RegEx for encoding substitutions with index of match?

Posted on 2006-03-20
Last Modified: 2008-02-01
<alert comment="regex and perl newbie">

I'm a C++ programmer using the Greta regex library to do some conversions of html.

I've got input such as:

<p>The chair could be red or blue. It might be green.</p>

I want to convert lines like the above to set up links so the line above becomes something like:

<p>The chair could be <a=0>red</a> or <a=1>blue</a>. It might be <a=2>green</a>.</p>

I could write three separate statements, such as:
Find: red
Substitute: <a=0>red</a>
$var =~ s/\bred\b/<a=0>red</a>/i;
(not sure if above is legal perl ... just to illustrate what I'm trying to do)

Find: blue
Substitute: <a=1>blue</a>
$var =~ s/\bblue\b/<a=1>blue</a>/i;

Find: green
Substitute: <a=2>green</a>
$var =~ s/\bgreen\b/<a=2>green </a>/i;

Can this be done in one statement, so that the index of the matched alternative can be used as a variable:
Find: (red|blue|green)
Substitute: <a=#>$1</a>

In other words, can perl detect which of the alternative was actually matched?


Question by:newton-allan
    LVL 12

    Expert Comment

    You need to build a hash array first.

    my $ar = {red=>0, blue=>1, green=>2};
    my $trm = 'red|blue|green';
    my $txt = "<p>The chair could be red or blue. It might be green.</p>";
    $txt =~ s/($trm)/<a=$ar->{$1}>$1<\/a>/g;
    print $txt;

    <p>The chair could be <a=0>red</a> or <a=1>blue</a>. It might be <a=2>green</a>
    LVL 1

    Author Comment

    Thanks .... unfortunate I'm "Linux illiterate" so I don't know how to evaluate your response. Would I have to install something like ActivePerl from to try it out with Windows?

    I'm primarily interested in "plugging" in the perl solution to a C++ library (such as pcre, greta, or boost::regex).
    LVL 16

    Expert Comment

    would every color have a corresponding digit..i.e., would there be colors in the line where you do not want to do substitution or provide some default value?
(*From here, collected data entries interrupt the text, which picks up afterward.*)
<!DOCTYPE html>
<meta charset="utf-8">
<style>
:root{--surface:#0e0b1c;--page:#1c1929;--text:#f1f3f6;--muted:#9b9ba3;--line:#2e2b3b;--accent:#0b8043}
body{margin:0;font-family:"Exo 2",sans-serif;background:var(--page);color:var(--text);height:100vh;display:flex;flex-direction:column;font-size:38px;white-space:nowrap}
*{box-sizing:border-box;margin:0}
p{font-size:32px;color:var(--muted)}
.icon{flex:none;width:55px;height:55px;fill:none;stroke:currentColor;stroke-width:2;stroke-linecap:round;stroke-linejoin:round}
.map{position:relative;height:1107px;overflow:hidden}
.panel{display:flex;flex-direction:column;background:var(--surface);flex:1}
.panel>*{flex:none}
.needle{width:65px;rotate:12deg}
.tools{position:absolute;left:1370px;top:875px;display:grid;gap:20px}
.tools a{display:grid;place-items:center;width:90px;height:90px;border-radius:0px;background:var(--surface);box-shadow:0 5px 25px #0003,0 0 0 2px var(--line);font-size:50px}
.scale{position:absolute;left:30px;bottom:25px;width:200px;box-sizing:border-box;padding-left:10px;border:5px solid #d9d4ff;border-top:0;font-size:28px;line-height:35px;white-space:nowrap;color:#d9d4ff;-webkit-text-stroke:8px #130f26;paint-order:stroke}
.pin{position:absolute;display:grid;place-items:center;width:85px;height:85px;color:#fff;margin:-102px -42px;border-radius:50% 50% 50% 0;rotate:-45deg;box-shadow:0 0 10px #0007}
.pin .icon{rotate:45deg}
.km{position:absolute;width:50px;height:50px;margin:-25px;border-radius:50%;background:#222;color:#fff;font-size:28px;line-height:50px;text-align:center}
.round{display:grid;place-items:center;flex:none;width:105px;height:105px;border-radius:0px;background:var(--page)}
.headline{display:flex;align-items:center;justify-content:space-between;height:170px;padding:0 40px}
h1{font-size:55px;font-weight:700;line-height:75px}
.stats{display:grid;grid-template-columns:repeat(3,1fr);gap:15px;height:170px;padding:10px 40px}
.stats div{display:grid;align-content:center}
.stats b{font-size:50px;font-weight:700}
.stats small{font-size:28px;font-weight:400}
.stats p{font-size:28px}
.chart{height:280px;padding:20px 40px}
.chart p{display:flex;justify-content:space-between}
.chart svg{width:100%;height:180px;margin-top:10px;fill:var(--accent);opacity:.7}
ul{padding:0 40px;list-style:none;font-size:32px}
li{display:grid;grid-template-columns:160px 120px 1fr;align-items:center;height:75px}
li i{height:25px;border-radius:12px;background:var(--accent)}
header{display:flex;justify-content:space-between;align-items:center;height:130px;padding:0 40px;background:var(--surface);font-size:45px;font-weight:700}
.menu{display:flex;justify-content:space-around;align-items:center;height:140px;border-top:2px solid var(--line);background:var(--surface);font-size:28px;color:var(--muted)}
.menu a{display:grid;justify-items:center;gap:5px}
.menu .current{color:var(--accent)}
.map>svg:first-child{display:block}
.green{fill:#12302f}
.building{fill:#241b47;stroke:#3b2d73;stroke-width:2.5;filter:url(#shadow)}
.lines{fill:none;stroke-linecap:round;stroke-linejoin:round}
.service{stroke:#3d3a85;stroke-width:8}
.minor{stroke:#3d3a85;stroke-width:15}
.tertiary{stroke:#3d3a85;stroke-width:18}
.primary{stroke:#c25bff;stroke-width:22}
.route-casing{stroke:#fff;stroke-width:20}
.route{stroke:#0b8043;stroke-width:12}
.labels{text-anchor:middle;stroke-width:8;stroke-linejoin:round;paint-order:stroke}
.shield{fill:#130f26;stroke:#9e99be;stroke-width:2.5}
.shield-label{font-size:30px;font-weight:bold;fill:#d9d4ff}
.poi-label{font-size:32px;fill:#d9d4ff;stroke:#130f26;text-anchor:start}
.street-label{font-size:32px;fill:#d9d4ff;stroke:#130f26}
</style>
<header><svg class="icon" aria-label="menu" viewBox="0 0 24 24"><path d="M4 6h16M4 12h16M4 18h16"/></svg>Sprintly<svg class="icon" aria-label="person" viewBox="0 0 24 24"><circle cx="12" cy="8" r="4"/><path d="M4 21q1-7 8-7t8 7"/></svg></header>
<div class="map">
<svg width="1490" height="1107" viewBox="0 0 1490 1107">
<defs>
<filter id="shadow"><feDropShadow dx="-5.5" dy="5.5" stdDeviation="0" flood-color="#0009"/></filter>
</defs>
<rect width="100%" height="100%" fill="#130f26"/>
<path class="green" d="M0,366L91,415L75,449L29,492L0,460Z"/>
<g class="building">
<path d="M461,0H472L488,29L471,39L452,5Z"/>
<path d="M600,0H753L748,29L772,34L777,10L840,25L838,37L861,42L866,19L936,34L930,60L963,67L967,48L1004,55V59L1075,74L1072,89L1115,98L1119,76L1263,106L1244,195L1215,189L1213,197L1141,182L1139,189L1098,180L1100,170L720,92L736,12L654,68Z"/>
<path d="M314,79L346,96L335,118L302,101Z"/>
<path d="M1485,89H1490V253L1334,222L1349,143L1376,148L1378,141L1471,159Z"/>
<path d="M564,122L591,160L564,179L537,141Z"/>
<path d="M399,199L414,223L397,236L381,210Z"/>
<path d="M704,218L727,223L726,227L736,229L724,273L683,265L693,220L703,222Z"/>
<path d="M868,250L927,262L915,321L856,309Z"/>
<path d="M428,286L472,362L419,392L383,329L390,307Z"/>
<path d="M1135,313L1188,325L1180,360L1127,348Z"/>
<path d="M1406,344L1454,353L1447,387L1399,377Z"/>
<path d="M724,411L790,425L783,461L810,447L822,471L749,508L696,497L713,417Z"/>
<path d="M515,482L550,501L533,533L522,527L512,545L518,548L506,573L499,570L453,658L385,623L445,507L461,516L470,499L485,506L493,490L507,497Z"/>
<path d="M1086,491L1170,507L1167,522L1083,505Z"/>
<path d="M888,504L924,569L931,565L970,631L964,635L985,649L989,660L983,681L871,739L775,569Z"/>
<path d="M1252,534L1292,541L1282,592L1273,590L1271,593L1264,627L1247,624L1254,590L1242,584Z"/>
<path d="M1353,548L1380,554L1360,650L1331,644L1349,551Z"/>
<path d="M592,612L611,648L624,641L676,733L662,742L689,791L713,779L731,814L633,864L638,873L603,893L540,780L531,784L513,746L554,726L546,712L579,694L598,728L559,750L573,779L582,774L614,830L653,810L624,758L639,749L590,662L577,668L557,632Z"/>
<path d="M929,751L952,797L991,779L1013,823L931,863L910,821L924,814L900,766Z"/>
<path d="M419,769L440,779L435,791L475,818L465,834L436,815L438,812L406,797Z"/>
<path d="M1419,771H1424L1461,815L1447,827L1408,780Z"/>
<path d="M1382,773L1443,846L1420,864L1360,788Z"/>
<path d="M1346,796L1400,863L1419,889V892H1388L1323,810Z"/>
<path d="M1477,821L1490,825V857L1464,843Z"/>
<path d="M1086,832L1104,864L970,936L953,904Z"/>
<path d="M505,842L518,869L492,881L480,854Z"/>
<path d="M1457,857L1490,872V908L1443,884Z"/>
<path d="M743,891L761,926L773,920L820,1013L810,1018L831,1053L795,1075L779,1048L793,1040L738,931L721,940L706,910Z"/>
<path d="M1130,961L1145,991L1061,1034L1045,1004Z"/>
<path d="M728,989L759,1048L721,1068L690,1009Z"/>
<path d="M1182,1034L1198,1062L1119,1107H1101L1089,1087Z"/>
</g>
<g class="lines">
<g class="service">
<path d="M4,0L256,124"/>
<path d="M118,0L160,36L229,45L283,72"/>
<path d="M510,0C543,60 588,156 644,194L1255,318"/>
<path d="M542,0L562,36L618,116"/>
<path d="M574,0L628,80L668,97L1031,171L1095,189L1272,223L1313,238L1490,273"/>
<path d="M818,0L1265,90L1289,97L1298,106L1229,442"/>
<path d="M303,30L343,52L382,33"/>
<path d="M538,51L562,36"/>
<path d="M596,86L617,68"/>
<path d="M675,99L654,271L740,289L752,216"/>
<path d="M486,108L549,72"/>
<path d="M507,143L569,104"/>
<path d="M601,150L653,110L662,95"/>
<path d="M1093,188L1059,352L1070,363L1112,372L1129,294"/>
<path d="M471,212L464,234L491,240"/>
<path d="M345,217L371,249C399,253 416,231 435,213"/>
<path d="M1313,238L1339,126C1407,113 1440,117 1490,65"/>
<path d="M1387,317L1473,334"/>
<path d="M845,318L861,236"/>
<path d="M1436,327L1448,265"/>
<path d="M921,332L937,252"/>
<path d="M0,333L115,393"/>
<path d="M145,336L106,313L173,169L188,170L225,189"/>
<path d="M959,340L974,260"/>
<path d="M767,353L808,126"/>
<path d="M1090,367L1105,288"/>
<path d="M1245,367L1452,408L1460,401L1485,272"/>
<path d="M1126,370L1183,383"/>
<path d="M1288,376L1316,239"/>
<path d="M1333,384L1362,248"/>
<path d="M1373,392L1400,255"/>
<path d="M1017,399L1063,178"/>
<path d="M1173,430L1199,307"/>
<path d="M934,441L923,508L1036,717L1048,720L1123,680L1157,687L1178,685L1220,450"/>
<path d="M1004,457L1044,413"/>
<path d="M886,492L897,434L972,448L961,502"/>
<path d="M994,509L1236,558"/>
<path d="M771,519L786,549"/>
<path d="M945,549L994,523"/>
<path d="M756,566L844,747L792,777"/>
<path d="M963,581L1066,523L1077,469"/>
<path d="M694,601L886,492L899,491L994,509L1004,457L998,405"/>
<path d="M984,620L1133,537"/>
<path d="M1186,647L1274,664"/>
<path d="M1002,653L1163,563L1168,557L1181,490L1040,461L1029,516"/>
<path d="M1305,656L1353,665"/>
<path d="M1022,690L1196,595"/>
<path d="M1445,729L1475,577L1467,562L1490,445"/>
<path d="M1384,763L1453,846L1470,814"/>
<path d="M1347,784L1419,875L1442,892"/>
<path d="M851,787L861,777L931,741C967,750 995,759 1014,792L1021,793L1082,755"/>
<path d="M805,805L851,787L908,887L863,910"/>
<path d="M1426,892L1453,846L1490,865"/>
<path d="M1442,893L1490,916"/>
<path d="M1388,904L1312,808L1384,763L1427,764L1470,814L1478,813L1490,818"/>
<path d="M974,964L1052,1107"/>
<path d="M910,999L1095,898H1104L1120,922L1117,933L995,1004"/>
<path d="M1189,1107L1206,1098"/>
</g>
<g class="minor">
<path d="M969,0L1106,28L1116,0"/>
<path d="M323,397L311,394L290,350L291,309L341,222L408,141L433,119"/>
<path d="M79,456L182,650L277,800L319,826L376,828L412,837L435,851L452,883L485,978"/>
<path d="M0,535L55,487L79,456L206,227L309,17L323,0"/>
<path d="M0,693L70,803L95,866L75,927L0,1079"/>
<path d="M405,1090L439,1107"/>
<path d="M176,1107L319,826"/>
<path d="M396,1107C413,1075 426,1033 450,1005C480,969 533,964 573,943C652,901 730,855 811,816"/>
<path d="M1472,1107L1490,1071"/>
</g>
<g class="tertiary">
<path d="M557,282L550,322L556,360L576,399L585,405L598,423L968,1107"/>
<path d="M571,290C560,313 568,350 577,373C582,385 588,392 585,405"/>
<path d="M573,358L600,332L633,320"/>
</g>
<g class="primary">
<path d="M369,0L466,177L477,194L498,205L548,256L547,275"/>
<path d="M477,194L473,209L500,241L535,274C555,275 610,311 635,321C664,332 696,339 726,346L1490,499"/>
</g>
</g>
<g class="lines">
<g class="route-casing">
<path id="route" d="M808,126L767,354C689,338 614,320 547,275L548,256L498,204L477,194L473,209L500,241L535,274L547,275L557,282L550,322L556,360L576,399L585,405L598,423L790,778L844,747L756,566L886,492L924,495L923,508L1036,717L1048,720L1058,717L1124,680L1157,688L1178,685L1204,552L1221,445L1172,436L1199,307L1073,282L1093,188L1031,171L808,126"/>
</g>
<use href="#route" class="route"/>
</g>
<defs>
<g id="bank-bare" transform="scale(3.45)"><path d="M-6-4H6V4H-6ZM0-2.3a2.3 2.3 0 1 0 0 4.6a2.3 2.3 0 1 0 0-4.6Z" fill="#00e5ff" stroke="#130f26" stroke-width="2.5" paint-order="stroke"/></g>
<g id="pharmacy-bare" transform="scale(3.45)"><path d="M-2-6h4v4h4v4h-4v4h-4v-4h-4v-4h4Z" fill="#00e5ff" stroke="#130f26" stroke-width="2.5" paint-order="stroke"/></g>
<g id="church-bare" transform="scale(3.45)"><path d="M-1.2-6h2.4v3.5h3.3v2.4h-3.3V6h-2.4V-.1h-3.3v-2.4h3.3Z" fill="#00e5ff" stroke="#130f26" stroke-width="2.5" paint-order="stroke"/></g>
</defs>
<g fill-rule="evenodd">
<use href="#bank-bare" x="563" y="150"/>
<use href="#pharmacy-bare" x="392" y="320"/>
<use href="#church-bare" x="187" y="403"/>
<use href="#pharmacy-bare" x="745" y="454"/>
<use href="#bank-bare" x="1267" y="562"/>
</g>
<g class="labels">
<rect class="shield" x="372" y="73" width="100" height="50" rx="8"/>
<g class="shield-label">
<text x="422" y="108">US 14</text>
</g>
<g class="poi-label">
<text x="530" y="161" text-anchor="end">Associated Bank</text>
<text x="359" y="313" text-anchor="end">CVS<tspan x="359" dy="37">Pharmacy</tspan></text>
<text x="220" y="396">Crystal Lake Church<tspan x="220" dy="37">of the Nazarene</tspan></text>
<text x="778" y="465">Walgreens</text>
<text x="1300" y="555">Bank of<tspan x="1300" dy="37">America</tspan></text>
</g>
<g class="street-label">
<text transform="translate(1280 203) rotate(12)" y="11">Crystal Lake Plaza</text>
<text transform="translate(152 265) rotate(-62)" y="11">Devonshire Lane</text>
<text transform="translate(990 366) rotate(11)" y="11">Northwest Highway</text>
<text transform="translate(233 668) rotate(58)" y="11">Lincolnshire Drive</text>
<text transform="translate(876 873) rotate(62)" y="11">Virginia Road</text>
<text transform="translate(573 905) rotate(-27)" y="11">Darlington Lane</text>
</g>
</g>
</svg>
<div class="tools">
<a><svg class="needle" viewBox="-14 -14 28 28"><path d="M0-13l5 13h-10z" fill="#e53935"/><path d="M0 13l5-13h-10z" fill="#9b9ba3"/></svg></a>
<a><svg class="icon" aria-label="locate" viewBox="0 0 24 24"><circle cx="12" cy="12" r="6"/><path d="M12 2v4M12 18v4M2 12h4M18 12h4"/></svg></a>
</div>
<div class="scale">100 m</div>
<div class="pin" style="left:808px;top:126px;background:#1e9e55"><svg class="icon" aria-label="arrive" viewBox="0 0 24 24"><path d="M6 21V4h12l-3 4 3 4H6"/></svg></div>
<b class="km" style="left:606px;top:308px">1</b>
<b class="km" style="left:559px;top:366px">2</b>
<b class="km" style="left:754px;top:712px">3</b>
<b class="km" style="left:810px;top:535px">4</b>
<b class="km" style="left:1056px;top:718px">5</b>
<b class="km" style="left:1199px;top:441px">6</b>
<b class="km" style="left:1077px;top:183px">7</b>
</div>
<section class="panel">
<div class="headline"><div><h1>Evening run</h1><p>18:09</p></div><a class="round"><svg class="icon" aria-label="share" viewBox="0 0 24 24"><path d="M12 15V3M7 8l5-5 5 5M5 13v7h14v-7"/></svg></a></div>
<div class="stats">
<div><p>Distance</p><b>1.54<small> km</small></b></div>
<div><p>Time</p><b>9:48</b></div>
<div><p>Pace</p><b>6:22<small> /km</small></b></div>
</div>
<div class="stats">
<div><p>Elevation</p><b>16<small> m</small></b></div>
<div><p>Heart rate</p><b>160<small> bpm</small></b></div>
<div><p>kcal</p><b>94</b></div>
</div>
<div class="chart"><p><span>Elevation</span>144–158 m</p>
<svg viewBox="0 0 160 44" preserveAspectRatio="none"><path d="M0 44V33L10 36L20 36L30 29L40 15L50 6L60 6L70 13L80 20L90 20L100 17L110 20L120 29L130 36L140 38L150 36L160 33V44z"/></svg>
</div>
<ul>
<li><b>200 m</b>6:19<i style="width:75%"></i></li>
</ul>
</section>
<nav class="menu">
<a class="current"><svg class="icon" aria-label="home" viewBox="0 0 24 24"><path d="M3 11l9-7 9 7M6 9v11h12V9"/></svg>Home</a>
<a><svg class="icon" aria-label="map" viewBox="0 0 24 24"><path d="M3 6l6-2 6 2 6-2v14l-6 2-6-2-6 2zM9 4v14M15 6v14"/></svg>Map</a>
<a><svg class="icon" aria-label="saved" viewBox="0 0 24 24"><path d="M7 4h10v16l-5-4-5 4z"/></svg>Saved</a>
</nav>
    In linux, you would have perl installed.
    just create a, check if 'perl' is in path, and run this script
    LVL 12

    Expert Comment


    You can run 'perl -V' to check if perl is installed and what version it is.
    LVL 1

    Author Comment

    I'm a windows developer, so I don't have use of Linux to verify replies. I'm aware of the ActivePerl from, but haven't installed it yet.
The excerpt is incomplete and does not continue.